Your objective: In the material below, find each line with the string "canvas" and copy it.

Stored data:
---

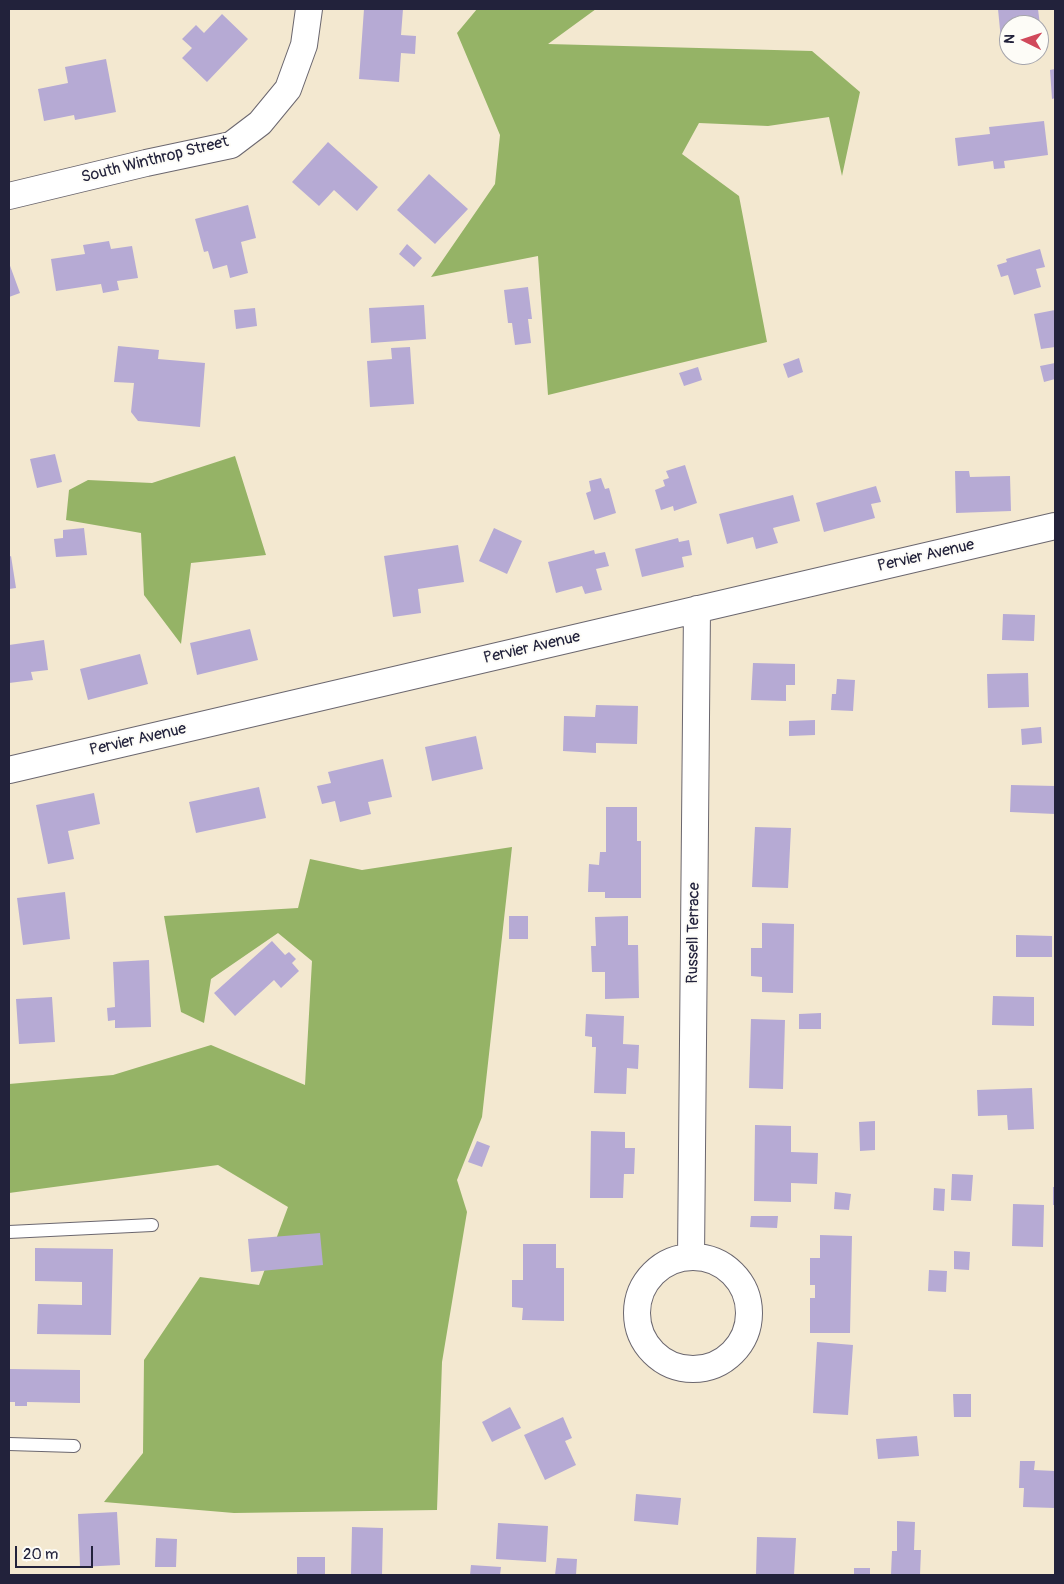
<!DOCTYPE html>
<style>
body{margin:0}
#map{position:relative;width:1064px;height:1584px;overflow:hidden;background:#f3e8d0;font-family:Pangolin,sans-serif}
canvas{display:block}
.frame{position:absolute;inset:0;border:10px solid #22223b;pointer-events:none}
.north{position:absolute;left:999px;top:15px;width:50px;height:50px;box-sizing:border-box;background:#fdfcf7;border:1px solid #a5a5ac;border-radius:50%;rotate:274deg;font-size:14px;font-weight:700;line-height:20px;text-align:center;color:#22223b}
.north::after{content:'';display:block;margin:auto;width:18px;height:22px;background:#d1495b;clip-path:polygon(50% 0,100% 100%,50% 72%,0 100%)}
.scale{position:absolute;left:15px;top:1546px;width:78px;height:22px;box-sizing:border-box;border:2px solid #22223b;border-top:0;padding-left:6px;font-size:15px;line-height:18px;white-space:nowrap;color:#22223b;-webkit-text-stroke:4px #fdfcf7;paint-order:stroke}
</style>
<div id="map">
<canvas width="1064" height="1584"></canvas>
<div class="frame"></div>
<div class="north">N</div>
<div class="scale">20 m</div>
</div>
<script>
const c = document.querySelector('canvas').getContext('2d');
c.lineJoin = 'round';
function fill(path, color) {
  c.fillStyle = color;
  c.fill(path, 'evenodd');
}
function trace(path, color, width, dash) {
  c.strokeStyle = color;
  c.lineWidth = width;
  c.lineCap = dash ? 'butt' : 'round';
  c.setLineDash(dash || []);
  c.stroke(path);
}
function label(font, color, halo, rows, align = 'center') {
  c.font = font + ' Pangolin,sans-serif';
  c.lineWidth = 4;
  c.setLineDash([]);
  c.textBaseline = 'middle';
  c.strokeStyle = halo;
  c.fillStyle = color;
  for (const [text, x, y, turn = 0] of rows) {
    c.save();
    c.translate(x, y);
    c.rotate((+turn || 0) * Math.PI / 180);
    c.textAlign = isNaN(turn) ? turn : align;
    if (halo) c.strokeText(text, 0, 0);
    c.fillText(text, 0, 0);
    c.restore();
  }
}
const forest = new Path2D(`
 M477,9H596L548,44L812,51L860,92L842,176L829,117L768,126L699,123L682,154L739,196L767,342L548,395L538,256L431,277L495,184L500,135L457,33Z
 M235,456L266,555L191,563L181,644L144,595L141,533L66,520L69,490L88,480L152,483Z
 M512,847L482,1117L457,1180L467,1212L442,1362L437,1510L234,1513L104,1502L143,1453L144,1360L200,1277L259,1285L288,1207L218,1165L9,1193V1084L113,1075L211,1045L305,1085L312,961L278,933L211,979L204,1023L181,1012L164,916L298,908L310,859L362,870Z`);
const building = new Path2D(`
 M364,9H403L401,35L416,36L415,54L401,53L399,82L359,79Z
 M998,9H1038L1040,25H1009V39L1001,40Z
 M222,14L248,39L207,82L182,58L192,48L182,39L196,25L204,33Z
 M106,59L116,112L75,120L74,115L44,121L38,89L68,83L65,67Z
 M1055,69V98L1052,99L1050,70Z
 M1044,121L1048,155L1004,161L1005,168L994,169L993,161L958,166L955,138L990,134L989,127Z
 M328,142L378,187L357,211L334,190L319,206L292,182Z
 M429,174L468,209L435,244L397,210Z
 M248,205L256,238L241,242L248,273L230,278L227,265L213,269L208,251L204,252L195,219Z
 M109,241L111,249L132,246L138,278L117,281L119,290L103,293L101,284L56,291L51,259L85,254L83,245Z
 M407,244L422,258L414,267L399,254Z
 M1040,249L1045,267L1036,269L1041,287L1014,295L1008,275L1001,277L997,265L1007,262L1006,259Z
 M9,263L20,293L9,297Z
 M528,287L532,319H528L531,343L515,345L512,323H508L504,290Z
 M424,305L426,339L371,343L369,308Z
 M255,308L257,326L236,329L234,310Z
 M1055,310V347L1041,349L1034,314Z
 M118,346L159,350L158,359L205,363L200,427L138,421L131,412L134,383L114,382Z
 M410,347L414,404L370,407L367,361L392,359L391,348Z
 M799,358L803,372L788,378L783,364Z
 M1055,363V379L1044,382L1040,366Z
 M698,367L702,380L684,386L679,373Z
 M55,454L62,482L37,488L30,459Z
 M685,465L697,503L674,511L673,506L661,510L655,490L665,486L663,480L669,478L666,471Z
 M955,471H969L970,477L1010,476L1011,511L956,513Z
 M601,478L605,489L609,488L616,513L594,520L586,493L591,491L589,481Z
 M876,486L881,502L871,504L875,518L824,532L816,503Z
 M793,495L800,521L773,528L778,543L756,549L753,537L727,544L719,514Z
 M84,528L87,555L56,557L54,539L63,538V530Z
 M494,528L522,541L507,574L479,561Z
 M678,538L679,542L689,540L692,555L682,557L684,567L642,577L635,549Z
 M458,545L464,582L418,589L421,613L393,617L384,556Z
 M594,550L595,554L605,552L609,566L596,569L602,590L585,594L582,586L556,593L548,562Z
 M11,556L16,588L9,589V557Z
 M1003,614L1035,615L1034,641L1002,640Z
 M250,629L258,660L197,675L190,643Z
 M44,640L48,670L31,672L33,680L9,683V645Z
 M140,654L148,684L88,700L80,669Z
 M753,663L795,664V685H786V701L751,700Z
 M1028,673L1029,707L988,708L987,674Z
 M837,679L855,680L853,711L831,710L832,694H836Z
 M596,705L638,706L637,744L596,743V753L563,751L564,716L595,717Z
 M815,720V735L789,736V721Z
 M1041,727L1042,743L1022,745L1021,729Z
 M476,736L483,769L432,781L425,747Z
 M383,759L392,797L368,802L371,814L340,822L335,801L322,804L317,786L331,783L328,772Z
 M1011,785L1055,786V814L1010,812Z
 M259,787L266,818L196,833L189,802Z
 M94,793L100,824L68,831L74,859L48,864L36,805Z
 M606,807H637V841H641V898H605V892H588L589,864L599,865L600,852H606Z
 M755,827L791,828L788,888L752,887Z
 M65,892L70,939L23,945L17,898Z
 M509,916H528V939H509Z
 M628,916V945H638L639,998L605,999V972H592L591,946H596L595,917Z
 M762,923L794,924L793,993L762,992V977L751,976V948H762Z
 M1016,935L1052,936V957H1016Z
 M272,941L285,955L289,952L296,959L292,963L299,971L281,988L274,980L235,1016L214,993Z
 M149,960L151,1027L115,1028V1020L108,1021L107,1008L115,1007L113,962Z
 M993,996L1034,997V1026L992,1025Z
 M52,997L55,1042L19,1044L16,999Z
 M821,1013V1029H799V1014Z
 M586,1014L624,1016L623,1044L639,1045L638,1069L627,1068L626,1094L594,1093L596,1047H592V1037L585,1036Z
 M751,1019L785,1020L783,1089L749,1088Z
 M1032,1088L1034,1129L1008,1130L1007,1115L978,1116L977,1090Z
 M875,1121V1150L860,1151L859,1122Z
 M755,1125L791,1126V1152L818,1153L817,1184L791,1183V1202L754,1201Z
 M591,1131L625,1132V1148H635L634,1174H624L623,1198H590Z
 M477,1141L490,1146L482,1167L468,1162Z
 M952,1174L973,1175L971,1201L951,1200Z
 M1053,1187H1055V1205H1053Z
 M934,1188L945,1189L944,1211L933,1210Z
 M835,1192L851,1194L849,1210L834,1209Z
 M1013,1204L1044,1205L1043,1247L1012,1246Z
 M751,1216H778L777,1228L750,1227Z
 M320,1233L323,1265L251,1272L248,1239Z
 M820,1235L852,1236L850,1333H810V1298H815V1285H810V1258H820Z
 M523,1244H556V1268H564V1321L522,1320L523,1308L512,1307V1280H523Z
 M35,1248L113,1249L111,1335L37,1334L38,1304L82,1305V1282L35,1281Z
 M954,1251L970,1252L969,1270L954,1269Z
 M929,1270L947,1271L946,1292L928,1291Z
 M817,1342L853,1345L848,1415L813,1413Z
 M9,1369L80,1370V1403L27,1402V1406H15V1402H9Z
 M953,1394H971V1417H954Z
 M510,1407L521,1428L492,1442L482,1422Z
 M563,1417L572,1438L565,1441L576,1465L545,1480L524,1435Z
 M917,1436L919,1456L878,1459L876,1439Z
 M1020,1461H1035L1034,1470L1055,1471V1508L1023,1507L1024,1488H1019Z
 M636,1494L681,1498L678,1525L634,1521Z
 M117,1512L120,1565L80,1567L78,1514Z
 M897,1521L915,1522L914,1550H921L920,1575H891L892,1551H897Z
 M498,1523L548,1526L546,1562L496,1559Z
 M352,1527L383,1528L382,1575H351Z
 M757,1537L796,1538L794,1575H756Z
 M156,1538L177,1539L176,1567H155Z
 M297,1557H325V1575H297Z
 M557,1558L577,1559L576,1575H555Z
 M471,1565L501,1567L500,1575H470Z
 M854,1568H870V1575H854Z`);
const service = new Path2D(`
 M9,1232L152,1225
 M9,1444L74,1446`);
const minor = new Path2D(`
 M9,196L146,163L231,145L260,123L288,89L304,45L309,9
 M9,770L1055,526
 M637 1313a56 56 0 1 1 112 0a56 56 0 1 1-112 0Z
 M691,1257L697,609`);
const streetNames = [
 ["South Winthrop Street",155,160,-14],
 ["Pervier Avenue",926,556,-13],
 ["Pervier Avenue",532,648,-13],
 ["Pervier Avenue",138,740,-13],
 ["Russell Terrace",694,933,-89]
];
fill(forest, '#95b366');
fill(building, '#b6aad4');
trace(service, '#6b676f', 14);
trace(minor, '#6b676f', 28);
trace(service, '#fff', 12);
trace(minor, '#fff', 26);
label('16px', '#22223b', '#fdfcf7', streetNames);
</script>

---

Exercise output:
canvas{display:block}
<canvas width="1064" height="1584"></canvas>
const c = document.querySelector('canvas').getContext('2d');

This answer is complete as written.